• _THE INPUT_:
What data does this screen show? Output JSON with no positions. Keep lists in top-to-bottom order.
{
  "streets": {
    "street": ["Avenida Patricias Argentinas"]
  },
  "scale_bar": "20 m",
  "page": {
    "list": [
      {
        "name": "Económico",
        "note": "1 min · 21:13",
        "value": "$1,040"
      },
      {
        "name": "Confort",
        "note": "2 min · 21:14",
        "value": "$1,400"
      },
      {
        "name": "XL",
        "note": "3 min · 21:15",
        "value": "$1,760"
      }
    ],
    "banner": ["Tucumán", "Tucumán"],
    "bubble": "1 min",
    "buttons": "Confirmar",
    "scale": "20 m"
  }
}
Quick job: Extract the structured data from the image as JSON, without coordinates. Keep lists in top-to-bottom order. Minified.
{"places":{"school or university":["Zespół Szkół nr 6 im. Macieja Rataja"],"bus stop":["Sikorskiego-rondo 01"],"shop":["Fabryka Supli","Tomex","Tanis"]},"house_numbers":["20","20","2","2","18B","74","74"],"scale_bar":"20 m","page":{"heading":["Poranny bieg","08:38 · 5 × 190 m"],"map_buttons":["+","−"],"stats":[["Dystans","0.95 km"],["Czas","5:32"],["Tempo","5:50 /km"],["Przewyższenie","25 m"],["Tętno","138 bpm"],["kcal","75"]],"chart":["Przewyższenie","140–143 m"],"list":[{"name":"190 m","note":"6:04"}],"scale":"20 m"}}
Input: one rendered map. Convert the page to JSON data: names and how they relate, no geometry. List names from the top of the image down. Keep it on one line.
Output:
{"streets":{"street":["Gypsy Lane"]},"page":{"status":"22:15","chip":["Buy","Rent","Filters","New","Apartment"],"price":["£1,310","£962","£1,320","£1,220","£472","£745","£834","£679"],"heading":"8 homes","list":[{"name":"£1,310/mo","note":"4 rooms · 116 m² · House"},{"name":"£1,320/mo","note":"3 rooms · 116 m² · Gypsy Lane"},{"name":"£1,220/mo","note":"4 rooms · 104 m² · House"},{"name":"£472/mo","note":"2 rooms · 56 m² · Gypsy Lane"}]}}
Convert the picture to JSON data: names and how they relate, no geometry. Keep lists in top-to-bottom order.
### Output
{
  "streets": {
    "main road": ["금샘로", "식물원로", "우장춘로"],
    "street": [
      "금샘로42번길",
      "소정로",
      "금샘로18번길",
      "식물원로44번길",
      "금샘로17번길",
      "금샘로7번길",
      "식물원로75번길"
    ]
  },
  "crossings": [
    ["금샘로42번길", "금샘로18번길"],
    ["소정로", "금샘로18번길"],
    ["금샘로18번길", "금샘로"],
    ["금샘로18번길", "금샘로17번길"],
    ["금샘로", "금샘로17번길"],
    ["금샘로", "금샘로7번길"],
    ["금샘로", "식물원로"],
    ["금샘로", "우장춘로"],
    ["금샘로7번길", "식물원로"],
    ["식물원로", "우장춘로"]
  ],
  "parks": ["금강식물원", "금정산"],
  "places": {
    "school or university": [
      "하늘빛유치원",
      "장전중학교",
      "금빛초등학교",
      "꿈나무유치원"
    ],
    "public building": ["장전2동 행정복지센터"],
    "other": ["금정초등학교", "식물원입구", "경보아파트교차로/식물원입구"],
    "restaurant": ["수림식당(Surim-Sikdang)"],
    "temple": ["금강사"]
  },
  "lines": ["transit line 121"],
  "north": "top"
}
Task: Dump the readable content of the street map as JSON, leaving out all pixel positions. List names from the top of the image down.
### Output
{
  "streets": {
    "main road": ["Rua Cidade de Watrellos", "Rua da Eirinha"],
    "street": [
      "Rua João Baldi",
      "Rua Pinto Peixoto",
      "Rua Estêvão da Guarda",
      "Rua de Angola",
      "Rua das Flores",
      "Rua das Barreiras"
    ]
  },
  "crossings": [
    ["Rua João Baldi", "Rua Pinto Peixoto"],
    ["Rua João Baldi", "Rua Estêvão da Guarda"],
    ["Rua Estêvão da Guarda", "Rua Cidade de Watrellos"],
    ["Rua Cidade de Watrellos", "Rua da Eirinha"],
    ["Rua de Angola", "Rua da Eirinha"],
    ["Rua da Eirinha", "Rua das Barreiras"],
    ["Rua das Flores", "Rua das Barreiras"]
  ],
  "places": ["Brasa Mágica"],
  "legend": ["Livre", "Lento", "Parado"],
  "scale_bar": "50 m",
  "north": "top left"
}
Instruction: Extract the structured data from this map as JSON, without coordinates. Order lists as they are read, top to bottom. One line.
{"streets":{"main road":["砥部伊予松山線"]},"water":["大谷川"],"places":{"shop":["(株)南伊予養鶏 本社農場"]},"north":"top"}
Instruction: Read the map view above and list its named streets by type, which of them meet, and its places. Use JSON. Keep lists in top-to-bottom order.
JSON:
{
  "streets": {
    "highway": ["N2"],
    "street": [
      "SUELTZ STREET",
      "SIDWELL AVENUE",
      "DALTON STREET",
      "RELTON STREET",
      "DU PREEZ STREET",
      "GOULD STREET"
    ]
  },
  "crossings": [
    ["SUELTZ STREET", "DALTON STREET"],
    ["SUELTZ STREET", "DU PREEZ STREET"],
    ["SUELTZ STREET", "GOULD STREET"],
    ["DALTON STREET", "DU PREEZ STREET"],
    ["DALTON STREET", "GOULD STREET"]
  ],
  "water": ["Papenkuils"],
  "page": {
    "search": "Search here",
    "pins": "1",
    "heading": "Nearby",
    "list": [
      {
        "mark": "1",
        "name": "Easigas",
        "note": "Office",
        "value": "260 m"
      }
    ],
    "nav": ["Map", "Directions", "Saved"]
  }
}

• _TASK DIRECTIONS_:
The records above should be restated word for word, please.

• _SOLUTION_:
What data does this screen show? Output JSON with no positions. Keep lists in top-to-bottom order.
{
  "streets": {
    "street": ["Avenida Patricias Argentinas"]
  },
  "scale_bar": "20 m",
  "page": {
    "list": [
      {
        "name": "Económico",
        "note": "1 min · 21:13",
        "value": "$1,040"
      },
      {
        "name": "Confort",
        "note": "2 min · 21:14",
        "value": "$1,400"
      },
      {
        "name": "XL",
        "note": "3 min · 21:15",
        "value": "$1,760"
      }
    ],
    "banner": ["Tucumán", "Tucumán"],
    "bubble": "1 min",
    "buttons": "Confirmar",
    "scale": "20 m"
  }
}
Quick job: Extract the structured data from the image as JSON, without coordinates. Keep lists in top-to-bottom order. Minified.
{"places":{"school or university":["Zespół Szkół nr 6 im. Macieja Rataja"],"bus stop":["Sikorskiego-rondo 01"],"shop":["Fabryka Supli","Tomex","Tanis"]},"house_numbers":["20","20","2","2","18B","74","74"],"scale_bar":"20 m","page":{"heading":["Poranny bieg","08:38 · 5 × 190 m"],"map_buttons":["+","−"],"stats":[["Dystans","0.95 km"],["Czas","5:32"],["Tempo","5:50 /km"],["Przewyższenie","25 m"],["Tętno","138 bpm"],["kcal","75"]],"chart":["Przewyższenie","140–143 m"],"list":[{"name":"190 m","note":"6:04"}],"scale":"20 m"}}
Input: one rendered map. Convert the page to JSON data: names and how they relate, no geometry. List names from the top of the image down. Keep it on one line.
Output:
{"streets":{"street":["Gypsy Lane"]},"page":{"status":"22:15","chip":["Buy","Rent","Filters","New","Apartment"],"price":["£1,310","£962","£1,320","£1,220","£472","£745","£834","£679"],"heading":"8 homes","list":[{"name":"£1,310/mo","note":"4 rooms · 116 m² · House"},{"name":"£1,320/mo","note":"3 rooms · 116 m² · Gypsy Lane"},{"name":"£1,220/mo","note":"4 rooms · 104 m² · House"},{"name":"£472/mo","note":"2 rooms · 56 m² · Gypsy Lane"}]}}
Convert the picture to JSON data: names and how they relate, no geometry. Keep lists in top-to-bottom order.
### Output
{
  "streets": {
    "main road": ["금샘로", "식물원로", "우장춘로"],
    "street": [
      "금샘로42번길",
      "소정로",
      "금샘로18번길",
      "식물원로44번길",
      "금샘로17번길",
      "금샘로7번길",
      "식물원로75번길"
    ]
  },
  "crossings": [
    ["금샘로42번길", "금샘로18번길"],
    ["소정로", "금샘로18번길"],
    ["금샘로18번길", "금샘로"],
    ["금샘로18번길", "금샘로17번길"],
    ["금샘로", "금샘로17번길"],
    ["금샘로", "금샘로7번길"],
    ["금샘로", "식물원로"],
    ["금샘로", "우장춘로"],
    ["금샘로7번길", "식물원로"],
    ["식물원로", "우장춘로"]
  ],
  "parks": ["금강식물원", "금정산"],
  "places": {
    "school or university": [
      "하늘빛유치원",
      "장전중학교",
      "금빛초등학교",
      "꿈나무유치원"
    ],
    "public building": ["장전2동 행정복지센터"],
    "other": ["금정초등학교", "식물원입구", "경보아파트교차로/식물원입구"],
    "restaurant": ["수림식당(Surim-Sikdang)"],
    "temple": ["금강사"]
  },
  "lines": ["transit line 121"],
  "north": "top"
}
Task: Dump the readable content of the street map as JSON, leaving out all pixel positions. List names from the top of the image down.
### Output
{
  "streets": {
    "main road": ["Rua Cidade de Watrellos", "Rua da Eirinha"],
    "street": [
      "Rua João Baldi",
      "Rua Pinto Peixoto",
      "Rua Estêvão da Guarda",
      "Rua de Angola",
      "Rua das Flores",
      "Rua das Barreiras"
    ]
  },
  "crossings": [
    ["Rua João Baldi", "Rua Pinto Peixoto"],
    ["Rua João Baldi", "Rua Estêvão da Guarda"],
    ["Rua Estêvão da Guarda", "Rua Cidade de Watrellos"],
    ["Rua Cidade de Watrellos", "Rua da Eirinha"],
    ["Rua de Angola", "Rua da Eirinha"],
    ["Rua da Eirinha", "Rua das Barreiras"],
    ["Rua das Flores", "Rua das Barreiras"]
  ],
  "places": ["Brasa Mágica"],
  "legend": ["Livre", "Lento", "Parado"],
  "scale_bar": "50 m",
  "north": "top left"
}
Instruction: Extract the structured data from this map as JSON, without coordinates. Order lists as they are read, top to bottom. One line.
{"streets":{"main road":["砥部伊予松山線"]},"water":["大谷川"],"places":{"shop":["(株)南伊予養鶏 本社農場"]},"north":"top"}
Instruction: Read the map view above and list its named streets by type, which of them meet, and its places. Use JSON. Keep lists in top-to-bottom order.
JSON:
{
  "streets": {
    "highway": ["N2"],
    "street": [
      "SUELTZ STREET",
      "SIDWELL AVENUE",
      "DALTON STREET",
      "RELTON STREET",
      "DU PREEZ STREET",
      "GOULD STREET"
    ]
  },
  "crossings": [
    ["SUELTZ STREET", "DALTON STREET"],
    ["SUELTZ STREET", "DU PREEZ STREET"],
    ["SUELTZ STREET", "GOULD STREET"],
    ["DALTON STREET", "DU PREEZ STREET"],
    ["DALTON STREET", "GOULD STREET"]
  ],
  "water": ["Papenkuils"],
  "page": {
    "search": "Search here",
    "pins": "1",
    "heading": "Nearby",
    "list": [
      {
        "mark": "1",
        "name": "Easigas",
        "note": "Office",
        "value": "260 m"
      }
    ],
    "nav": ["Map", "Directions", "Saved"]
  }
}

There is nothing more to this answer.